Very little has been documented about this unique and unspoiled landscape, but this history project - 2 years in the making - hopes to change that.


SEAL ROCK is a place where salal, huckleberry, and rhododendron grow abundantly along this coastal expanse of the Pacific Coast Highway. Fir, pine, cedar, spruce and hemlock trees appear brilliantly green in winter against dormant bracken fern, bare-limbed deciduous trees, and burned-over areas. The flowers of the rhododendron are reflected in small, brackish lakes in the hollows and water lilies poke their heads out of their beaver cultivated marshes all year long.(1)

 
Huckleberry Bushes & Salal by B. Goody

In springtime, the massed rhododendron blossoms are so striking that less showy blooms, such as heather, blue lupine and scarlet paintbrush are often overlooked. Sand grasses, as well as the yellow sand verbena (whose roots were eaten by local Indians), carpet the ground.(1)

 
Fox Creek Pond and Natural Marsh by B. Goody

The community of SEAL Rock was originally known as Seal Illahe. The word 'Illahe' signifies earth or stone in a long ago language of local natives, the Alsi Indians, who once flourished here. These were believed to be descendants of the Paleo-Indians who were thought to have crossed the land bridge from Siberia into Alaska during the last ice age. It is estimated that the Alsi may have reached the Oregon coast as far back as 8,000 years ago.(2)

 
Forest Trail and Great Heron by B. Goody

The Alsi referred to themselves as the "Wusitslum", which meant they were people who inhabited the lands along the central coast. There is evidence they lived in the areas from Beaver Creek (near Ona Beach) down to Cape Perpetua (near Yachats) to the south and at some locations near inland hills. Their villages were separated into societal homesteads for seasonal uses. This was perhaps a precursory notion of having a "summer home" at the coast, but it was done out of survival and the need to follow resources available at different times of the year.(2)


Salmonberry by B. Goody
During spring they lived in shellfish camps where they collected sea mammals, birds and shellfish for food. In summer, they would use hunting camps in the hilly areas inland form the coastal shores to hunt for elk, deer and other fur-bearing animals and to gather nutritious and plentiful plants, roots and berries. Autumn meant a return to the coastal and river areas where the salmon began their annual run, becoming the staple of the Alsi diet. Fishing camps were set up which allowed them to hunt using spears, nets and woven baskets to bring in the salmon. During winter, the Alsi returned to their plank-house villages to feast on smoked food they had preserved for the lean months while awaiting the return of spring.(2)


Native Woven Baskets
Woven baskets, such as those pictures here were used to collect plant leaves from the Douglas Fir, Wild Blackberry, Yerba Buena, Pipisswea, Labrador Tea and 'Wild Lettuce', which were then dried and used for teas.(2)

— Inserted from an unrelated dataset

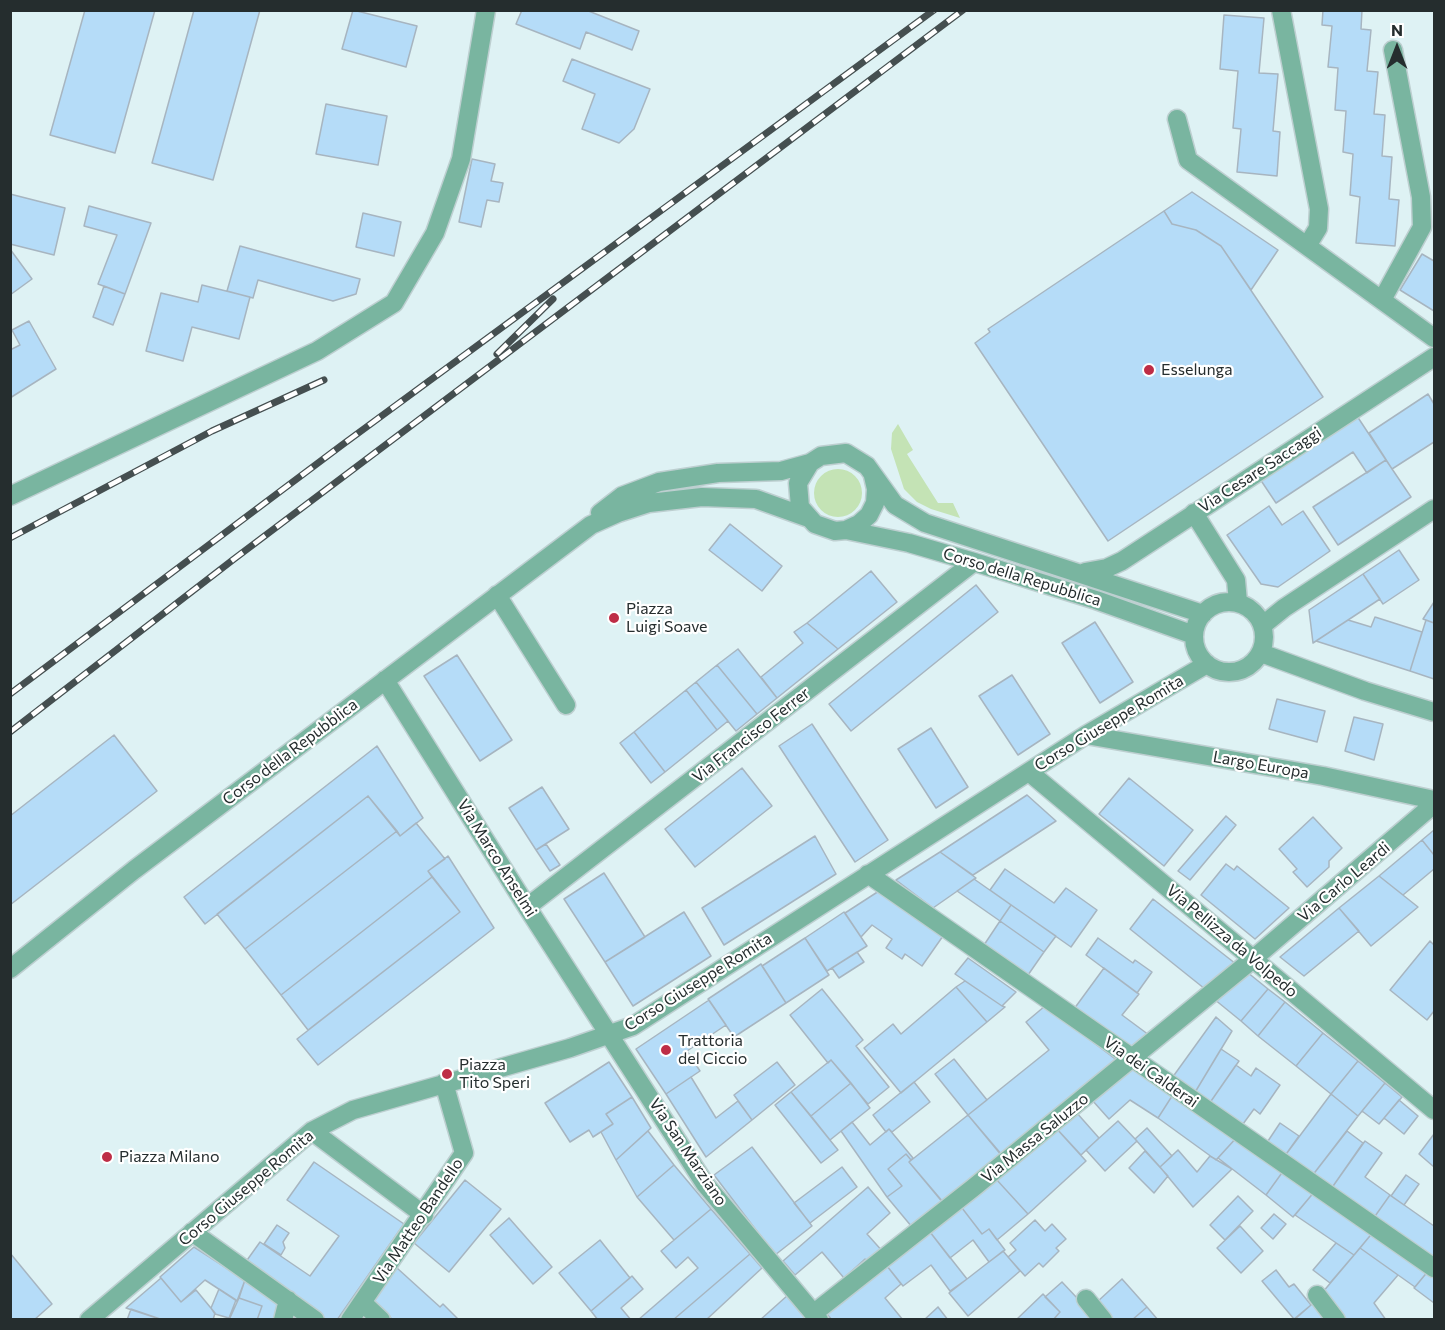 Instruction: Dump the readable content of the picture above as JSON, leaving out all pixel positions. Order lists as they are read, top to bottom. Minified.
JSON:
{"streets":{"street":["Via Cesare Saccaggi","Corso della Repubblica","Corso Giuseppe Romita","Via Francisco Ferrer","Largo Europa","Via Marco Anselmi","Via Carlo Leardi","Via Pellizza da Volpedo","Via dei Calderai","Via Massa Saluzzo","Via San Marziano","Via Matteo Bandello"]},"crossings":[["Via Cesare Saccaggi","Corso della Repubblica"],["Corso della Repubblica","Corso Giuseppe Romita"],["Corso della Repubblica","Via Francisco Ferrer"],["Corso della Repubblica","Via Marco Anselmi"],["Corso Giuseppe Romita","Largo Europa"],["Corso Giuseppe Romita","Via Marco Anselmi"],["Corso Giuseppe Romita","Via Pellizza da Volpedo"],["Corso Giuseppe Romita","Via dei Calderai"],["Corso Giuseppe Romita","Via San Marziano"],["Corso Giuseppe Romita","Via Matteo Bandello"],["Via Francisco Ferrer","Via Marco Anselmi"],["Largo Europa","Via Carlo Leardi"],["Via Marco Anselmi","Via San Marziano"],["Via Carlo Leardi","Via Pellizza da Volpedo"],["Via Carlo Leardi","Via Massa Saluzzo"],["Via Pellizza da Volpedo","Via Massa Saluzzo"],["Via dei Calderai","Via Massa Saluzzo"],["Via Massa Saluzzo","Via San Marziano"]],"places":["Esselunga","Piazza Luigi Soave","Trattoria del Ciccio","Piazza Tito Speri","Piazza Milano"],"north":"top"}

There were generally three tribes that inhabited this area of the central Oregon coast. Many tribes held their own slaves. "Though generally at odds with each other, there were times when, feuds laid aside, the hunting tribes visited their neighbors by the ocean in peace, bringing with them the spoils of the chase to exchange for the sea fish and shell fish of the Alsi. Then, fires were lighted and feasting and jollity went on day after day together."(2)

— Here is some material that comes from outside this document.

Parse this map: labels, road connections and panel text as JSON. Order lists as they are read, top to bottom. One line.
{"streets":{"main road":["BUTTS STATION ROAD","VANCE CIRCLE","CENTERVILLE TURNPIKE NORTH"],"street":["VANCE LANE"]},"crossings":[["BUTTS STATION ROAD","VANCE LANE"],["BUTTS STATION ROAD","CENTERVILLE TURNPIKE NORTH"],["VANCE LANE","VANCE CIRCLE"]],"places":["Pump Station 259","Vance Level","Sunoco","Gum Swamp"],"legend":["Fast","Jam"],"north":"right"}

There were also the 'Klickitats' who hunted in the woods and over the mountains to the south; and the 'Drift Creek Indians' whose homes were scattered through the heavy timber 'round Table Mountain and on the streams leading thereabouts, to the east and northeast of Alsea. The 'Alsi' inhabited the areas by what is now called 'Alsea Bay' and they hunted on the coast and were considered a people of fishers.

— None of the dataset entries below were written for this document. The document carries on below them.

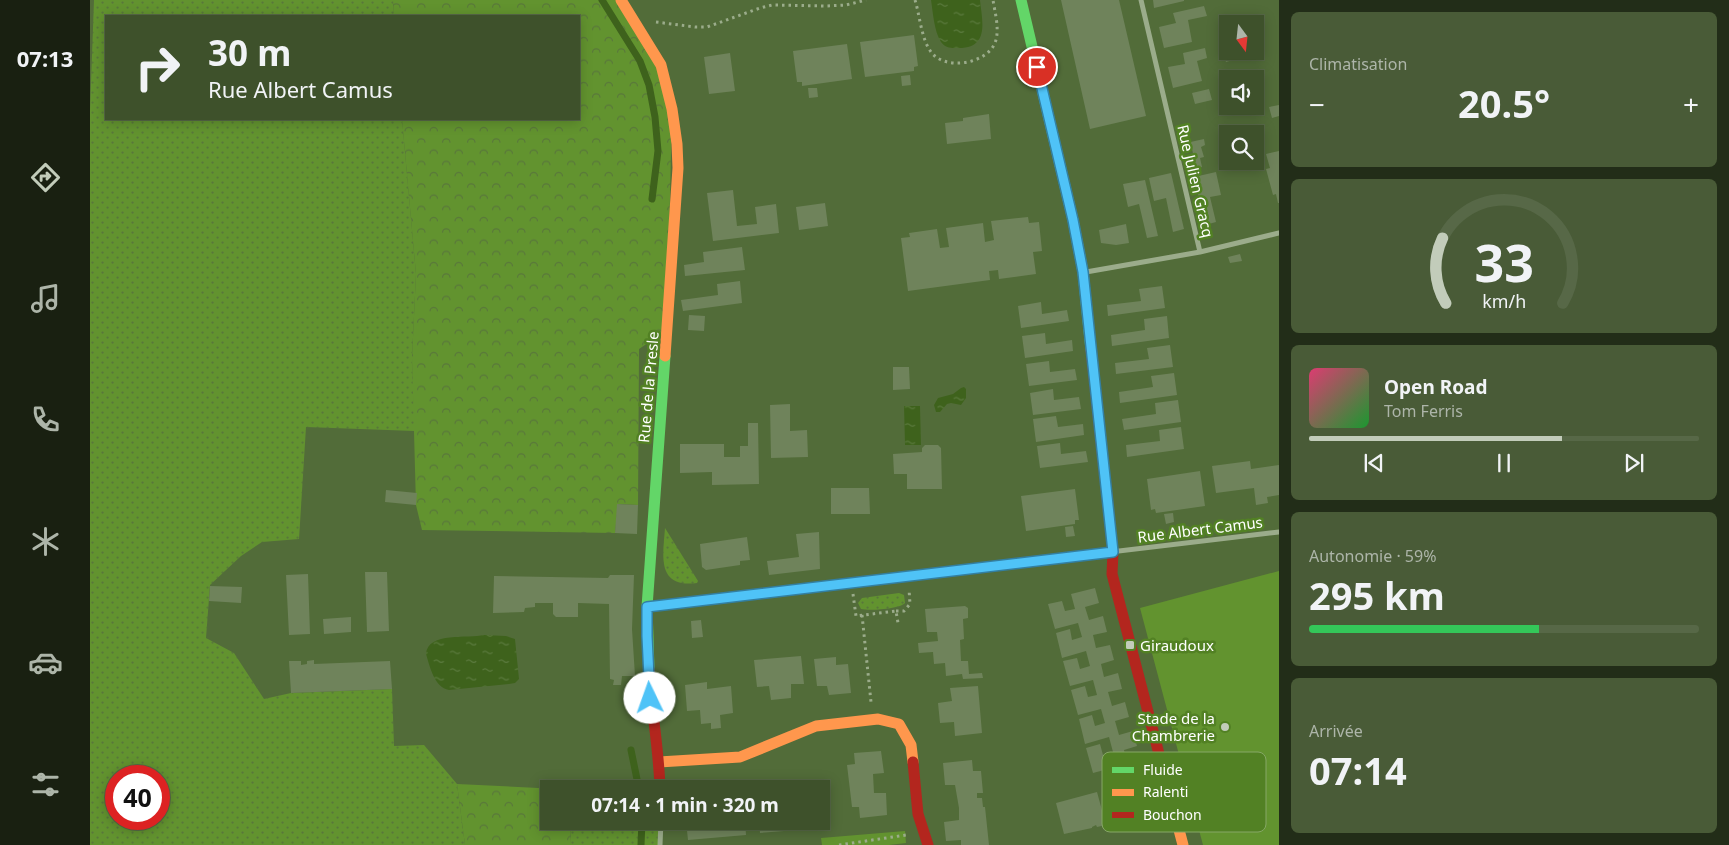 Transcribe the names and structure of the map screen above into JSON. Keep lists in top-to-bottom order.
{
  "streets": {
    "street": ["Rue Julien Gracq", "Rue de la Presle", "Rue Albert Camus"]
  },
  "crossings": [
    ["Rue de la Presle", "Rue Albert Camus"]
  ],
  "places": {
    "transit": ["Giraudoux"],
    "other": ["Stade de la Chambrerie"]
  },
  "legend": ["Fluide", "Ralenti", "Bouchon"],
  "north": "bottom",
  "page": {
    "tabs": "07:13",
    "tile": [
      "Climatisation",
      ["Autonomie · 59%", "295 km"],
      ["Arrivée", "07:14"]
    ],
    "turn": ["30 m", "Rue Albert Camus"],
    "heat": ["−", "20.5°", "+"],
    "song": ["Open Road", "Tom Ferris"],
    "limit": "40",
    "trip": "07:14 · 1 min · 320 m",
    "gauge": ["33", "km/h"]
  }
}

The rock formations that still stand to green visitors at SEAL ROCK viewpoint were, at that time, a breeding ground for the Stellar Seal and sea lion colonies and a place for the Alsi to hunt for food.(3) They were coastal and riverine people, wealthy in dentalia shells; they hunted seals for the meat and wore robes made of seal skin.


Mussels, Barnacles and More by B. Goody
NATIVE VILLAGES

Chiink, Kauhuk, Khlimkwaish, Kwamk, Kwulisit, Panit, Skhakhwaiyutslu, Thlekuhweyuk and Thlekushauk were located on the south side of the Alsea River, with Kalbusht on the lower course.

Kakhtshanwaish, Shiuwauk, Tachuwit, Khlokhwaiyutslu were on the north side of the Alsea along with Kaukhwan, near South Beaver Creek while Kutauwa, Kyamaisu and Khlokhwaiyutslu graced the mouth of the Alsea Bay.

Alsi villages along the coastal area from Ona Beach to the north end of the Alsea Bay included Kaukhwan (Kau'gwan) at Beaver Creek, Khlokhwaiyutslu - meaning 'deep lake', and Tachuwit (Ta'teu-wit) on the north side of the Alsea River.(4)

Some local oral history places an Indian trade store down Marsh Street, located just north of the natural marsh (created by resident beavers). Today, this natural area, just 2 miles south of the village of SEAL ROCK, still flourishes with an abundance of birds, fish and other wildlife.

NATIVE POPULATION

Because of their coastal location, the Alsi came into contact with white trading vessels in the late 18th century; in 1780 the Alsi perhaps numbered between 3,000 and 5,000. The numbers of Indians belonging to the Yakonan (also "Econne" or "Yaquina") stock were estimated at 6,000.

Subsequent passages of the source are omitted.